Analyse Brasseries du Cameroun

Présentation

Brasseries du Cameroun est le premier producteur de bière camerounais. Elle fait également de l’importation sur certaines marques.

Par ailleurs, elle commercialise des boissons gazeuses (Coca Cola notamment) et des sirops et de l’eau.

La production de boissons alcoolisées n’est (malheureusement) pas un business aussi attractif que Coca-Cola, d’autant plus lorsque l’Etat camerounais applique des excises de plus en plus importantes.

En employant 260 millions d’euros de capitaux propres (comptabilisés en francs CFA dans les rapports), l’entreprise a sorti en 2015 un résultat net de 23,7 millions d’euros de bénéfices, ce qui est assez décevant (retour de 9,1% sur capitaux propres).

A la décharge de l’entreprise, cela est fait sans levier, dans un contexte de hausse des taxes sur les ventes de boissons alcoolisées, de guerre des prix apparemment féroce avec les concurrents (Guiness et UCB sur la bière et Source du Pays sur l’eau) où Brasseries du Cameroun a choisi de conserver une marge décente.

La pression concurrentielle a cependant inévitablement amené des décisions de baisse des prix, divisant (presque) par deux le profit de 2015 par rapport à celui de 2014.
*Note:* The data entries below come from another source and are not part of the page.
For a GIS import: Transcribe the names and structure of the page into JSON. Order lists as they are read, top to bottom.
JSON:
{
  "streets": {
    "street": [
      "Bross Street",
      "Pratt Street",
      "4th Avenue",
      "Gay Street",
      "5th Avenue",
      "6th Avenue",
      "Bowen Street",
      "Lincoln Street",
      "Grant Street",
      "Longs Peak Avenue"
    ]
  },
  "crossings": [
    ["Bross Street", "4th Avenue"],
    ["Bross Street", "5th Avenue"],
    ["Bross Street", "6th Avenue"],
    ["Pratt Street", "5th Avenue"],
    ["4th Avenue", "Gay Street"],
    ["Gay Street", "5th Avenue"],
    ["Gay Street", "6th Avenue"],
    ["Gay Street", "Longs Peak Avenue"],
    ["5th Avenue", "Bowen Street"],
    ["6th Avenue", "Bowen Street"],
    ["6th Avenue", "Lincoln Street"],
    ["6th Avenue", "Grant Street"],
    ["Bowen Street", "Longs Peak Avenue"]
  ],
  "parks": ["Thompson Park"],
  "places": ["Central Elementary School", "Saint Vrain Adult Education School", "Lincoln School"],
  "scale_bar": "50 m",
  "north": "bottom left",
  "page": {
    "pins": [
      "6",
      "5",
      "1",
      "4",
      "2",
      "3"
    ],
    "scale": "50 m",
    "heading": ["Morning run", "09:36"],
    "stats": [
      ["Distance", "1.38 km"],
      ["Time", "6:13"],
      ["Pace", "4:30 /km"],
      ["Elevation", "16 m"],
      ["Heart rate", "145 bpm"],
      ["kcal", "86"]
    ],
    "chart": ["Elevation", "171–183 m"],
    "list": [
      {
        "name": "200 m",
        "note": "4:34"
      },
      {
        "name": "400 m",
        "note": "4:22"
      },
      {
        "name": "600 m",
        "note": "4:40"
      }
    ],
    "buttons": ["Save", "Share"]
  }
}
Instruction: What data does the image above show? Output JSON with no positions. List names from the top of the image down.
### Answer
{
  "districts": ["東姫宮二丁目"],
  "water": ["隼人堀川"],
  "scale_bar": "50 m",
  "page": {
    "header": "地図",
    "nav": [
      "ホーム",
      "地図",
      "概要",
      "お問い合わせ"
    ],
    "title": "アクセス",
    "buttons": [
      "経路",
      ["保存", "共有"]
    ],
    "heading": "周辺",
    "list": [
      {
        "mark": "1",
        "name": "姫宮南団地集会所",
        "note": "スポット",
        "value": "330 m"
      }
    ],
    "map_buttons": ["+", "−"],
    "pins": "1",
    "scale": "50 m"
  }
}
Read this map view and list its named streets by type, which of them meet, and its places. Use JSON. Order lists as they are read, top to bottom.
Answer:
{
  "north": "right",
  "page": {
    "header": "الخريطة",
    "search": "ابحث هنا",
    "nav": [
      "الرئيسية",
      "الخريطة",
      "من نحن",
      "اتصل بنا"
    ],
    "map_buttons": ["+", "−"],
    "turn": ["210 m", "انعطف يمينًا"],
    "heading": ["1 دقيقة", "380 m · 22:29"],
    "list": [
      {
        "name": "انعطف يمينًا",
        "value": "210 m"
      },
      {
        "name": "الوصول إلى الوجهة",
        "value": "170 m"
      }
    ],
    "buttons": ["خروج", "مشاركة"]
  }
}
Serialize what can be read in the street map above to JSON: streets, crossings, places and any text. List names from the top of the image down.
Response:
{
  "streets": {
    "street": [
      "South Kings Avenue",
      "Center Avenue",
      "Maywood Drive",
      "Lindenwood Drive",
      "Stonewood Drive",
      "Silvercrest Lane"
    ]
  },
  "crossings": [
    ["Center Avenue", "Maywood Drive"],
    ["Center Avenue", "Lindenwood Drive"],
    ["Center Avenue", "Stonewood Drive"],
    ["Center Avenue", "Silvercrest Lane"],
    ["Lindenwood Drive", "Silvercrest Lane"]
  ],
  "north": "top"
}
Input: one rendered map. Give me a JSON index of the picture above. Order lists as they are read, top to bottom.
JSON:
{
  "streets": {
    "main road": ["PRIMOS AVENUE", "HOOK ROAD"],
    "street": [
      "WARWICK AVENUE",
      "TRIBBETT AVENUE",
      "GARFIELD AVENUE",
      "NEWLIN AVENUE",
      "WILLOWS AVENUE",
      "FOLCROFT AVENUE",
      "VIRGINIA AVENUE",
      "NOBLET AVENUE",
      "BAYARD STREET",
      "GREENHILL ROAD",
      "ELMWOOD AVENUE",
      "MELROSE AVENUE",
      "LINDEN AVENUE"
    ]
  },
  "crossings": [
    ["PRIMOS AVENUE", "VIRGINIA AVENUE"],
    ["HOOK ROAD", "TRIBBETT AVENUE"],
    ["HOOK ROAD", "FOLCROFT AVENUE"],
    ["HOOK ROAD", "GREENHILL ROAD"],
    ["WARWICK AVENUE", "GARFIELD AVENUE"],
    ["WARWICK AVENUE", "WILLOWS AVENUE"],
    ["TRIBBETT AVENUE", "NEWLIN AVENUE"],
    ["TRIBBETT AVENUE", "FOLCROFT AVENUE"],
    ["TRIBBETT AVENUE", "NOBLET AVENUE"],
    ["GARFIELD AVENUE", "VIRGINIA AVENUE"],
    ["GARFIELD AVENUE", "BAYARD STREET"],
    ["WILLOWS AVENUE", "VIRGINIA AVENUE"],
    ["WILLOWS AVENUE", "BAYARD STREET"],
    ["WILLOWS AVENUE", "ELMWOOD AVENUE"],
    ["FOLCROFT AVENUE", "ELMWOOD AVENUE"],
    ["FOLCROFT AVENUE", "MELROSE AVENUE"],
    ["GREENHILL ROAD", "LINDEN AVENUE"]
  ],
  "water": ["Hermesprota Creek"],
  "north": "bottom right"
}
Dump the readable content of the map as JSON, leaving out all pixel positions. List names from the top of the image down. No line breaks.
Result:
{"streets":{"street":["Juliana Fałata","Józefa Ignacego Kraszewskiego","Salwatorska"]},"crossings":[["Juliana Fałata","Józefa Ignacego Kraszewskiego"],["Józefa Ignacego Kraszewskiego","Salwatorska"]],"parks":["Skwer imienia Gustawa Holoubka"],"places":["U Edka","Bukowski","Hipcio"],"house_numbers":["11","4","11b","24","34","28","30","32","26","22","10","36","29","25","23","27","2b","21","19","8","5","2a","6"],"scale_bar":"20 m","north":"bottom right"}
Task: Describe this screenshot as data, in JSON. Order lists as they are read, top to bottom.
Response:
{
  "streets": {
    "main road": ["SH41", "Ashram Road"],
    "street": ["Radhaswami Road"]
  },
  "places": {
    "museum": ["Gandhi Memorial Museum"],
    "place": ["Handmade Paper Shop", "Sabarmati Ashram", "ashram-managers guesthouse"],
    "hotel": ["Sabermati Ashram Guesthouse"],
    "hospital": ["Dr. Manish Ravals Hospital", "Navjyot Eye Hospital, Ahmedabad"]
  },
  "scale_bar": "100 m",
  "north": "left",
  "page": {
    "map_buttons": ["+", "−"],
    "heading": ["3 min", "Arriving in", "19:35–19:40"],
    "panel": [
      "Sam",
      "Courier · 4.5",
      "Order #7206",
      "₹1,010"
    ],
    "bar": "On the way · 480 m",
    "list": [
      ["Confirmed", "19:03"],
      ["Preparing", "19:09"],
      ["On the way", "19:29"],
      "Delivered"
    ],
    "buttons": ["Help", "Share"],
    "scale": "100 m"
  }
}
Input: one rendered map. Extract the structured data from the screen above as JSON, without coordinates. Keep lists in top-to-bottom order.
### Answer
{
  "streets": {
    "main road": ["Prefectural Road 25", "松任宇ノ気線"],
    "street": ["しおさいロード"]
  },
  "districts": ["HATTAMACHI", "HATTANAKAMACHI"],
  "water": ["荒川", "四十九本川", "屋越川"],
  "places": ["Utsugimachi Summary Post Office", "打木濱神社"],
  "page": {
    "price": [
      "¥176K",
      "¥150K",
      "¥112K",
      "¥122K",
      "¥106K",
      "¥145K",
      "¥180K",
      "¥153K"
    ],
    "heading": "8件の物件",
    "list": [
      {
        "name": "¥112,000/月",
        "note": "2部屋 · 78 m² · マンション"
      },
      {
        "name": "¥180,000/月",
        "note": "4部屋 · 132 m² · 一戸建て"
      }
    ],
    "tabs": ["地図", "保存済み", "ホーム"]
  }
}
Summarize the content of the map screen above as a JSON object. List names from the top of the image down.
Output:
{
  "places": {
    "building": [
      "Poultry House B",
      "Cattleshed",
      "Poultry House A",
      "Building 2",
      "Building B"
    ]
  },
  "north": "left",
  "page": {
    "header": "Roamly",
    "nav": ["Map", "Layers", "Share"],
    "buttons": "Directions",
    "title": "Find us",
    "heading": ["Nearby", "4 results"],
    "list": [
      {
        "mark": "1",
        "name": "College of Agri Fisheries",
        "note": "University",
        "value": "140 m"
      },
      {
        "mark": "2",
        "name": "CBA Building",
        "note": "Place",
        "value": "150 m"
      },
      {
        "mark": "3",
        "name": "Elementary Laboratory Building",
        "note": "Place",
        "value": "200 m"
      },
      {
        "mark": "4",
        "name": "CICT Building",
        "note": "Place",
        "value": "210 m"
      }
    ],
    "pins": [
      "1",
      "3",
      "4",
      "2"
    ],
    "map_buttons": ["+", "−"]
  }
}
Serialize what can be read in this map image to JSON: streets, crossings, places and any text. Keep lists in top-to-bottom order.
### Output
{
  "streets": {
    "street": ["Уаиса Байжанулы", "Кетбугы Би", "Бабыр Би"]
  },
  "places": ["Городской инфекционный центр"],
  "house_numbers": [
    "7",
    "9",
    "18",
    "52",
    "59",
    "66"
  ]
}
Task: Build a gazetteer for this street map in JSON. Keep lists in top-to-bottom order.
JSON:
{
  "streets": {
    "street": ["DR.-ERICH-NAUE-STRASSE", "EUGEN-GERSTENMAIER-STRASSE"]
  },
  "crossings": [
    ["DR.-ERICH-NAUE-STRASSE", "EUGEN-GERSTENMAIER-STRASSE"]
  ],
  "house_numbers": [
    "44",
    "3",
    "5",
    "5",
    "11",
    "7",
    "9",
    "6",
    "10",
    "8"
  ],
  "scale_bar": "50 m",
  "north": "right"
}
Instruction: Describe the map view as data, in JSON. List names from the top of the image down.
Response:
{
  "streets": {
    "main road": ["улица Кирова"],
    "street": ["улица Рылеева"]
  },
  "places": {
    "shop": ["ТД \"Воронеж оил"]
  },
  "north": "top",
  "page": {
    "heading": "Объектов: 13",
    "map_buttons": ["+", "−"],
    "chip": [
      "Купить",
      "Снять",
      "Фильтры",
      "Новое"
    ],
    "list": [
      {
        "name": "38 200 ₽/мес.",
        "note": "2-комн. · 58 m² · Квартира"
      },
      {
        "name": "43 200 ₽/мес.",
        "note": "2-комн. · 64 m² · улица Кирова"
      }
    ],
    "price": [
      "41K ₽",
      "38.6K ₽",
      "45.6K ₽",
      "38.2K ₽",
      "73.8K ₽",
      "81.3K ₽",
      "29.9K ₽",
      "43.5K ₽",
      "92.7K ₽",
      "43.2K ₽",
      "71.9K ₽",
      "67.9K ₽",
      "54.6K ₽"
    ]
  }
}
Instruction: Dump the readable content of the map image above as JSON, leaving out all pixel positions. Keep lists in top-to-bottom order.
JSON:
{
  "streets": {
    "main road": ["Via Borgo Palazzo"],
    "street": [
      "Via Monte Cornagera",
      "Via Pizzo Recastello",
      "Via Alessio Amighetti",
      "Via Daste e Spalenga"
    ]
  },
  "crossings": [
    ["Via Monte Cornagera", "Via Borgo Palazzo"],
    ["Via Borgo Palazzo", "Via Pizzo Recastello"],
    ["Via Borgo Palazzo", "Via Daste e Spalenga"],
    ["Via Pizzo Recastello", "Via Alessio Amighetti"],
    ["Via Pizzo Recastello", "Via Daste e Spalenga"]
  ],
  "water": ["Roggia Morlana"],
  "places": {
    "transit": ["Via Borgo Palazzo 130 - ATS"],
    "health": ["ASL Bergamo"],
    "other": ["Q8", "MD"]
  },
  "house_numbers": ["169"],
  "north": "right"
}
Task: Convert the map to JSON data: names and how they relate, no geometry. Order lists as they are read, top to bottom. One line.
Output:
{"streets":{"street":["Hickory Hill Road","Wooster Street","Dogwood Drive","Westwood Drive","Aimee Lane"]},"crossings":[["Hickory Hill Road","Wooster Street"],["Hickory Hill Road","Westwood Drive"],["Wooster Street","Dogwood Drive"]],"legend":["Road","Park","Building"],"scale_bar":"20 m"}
Les concurrents gagnent des parts de marché, et cette pression est donc susceptible de continuer (Brasseries du Cameroun a d’ailleurs annoncé des baisses de prix de 20% sur sa gamme de boissons gazeuses TOP pour reprendre le leadership sur le segment).

Il est difficile de dire si ces difficultés sont temporaires ou permanentes, tant la puissance d’un concurrent comme Guiness (dont les budgets sont particulièrement importants au niveau groupe vis-à-vis de deux de Brasseries du Cameroun) peut être difficile à contenir dans le temps.

A quel prix ce business est-il proposé en bourse ?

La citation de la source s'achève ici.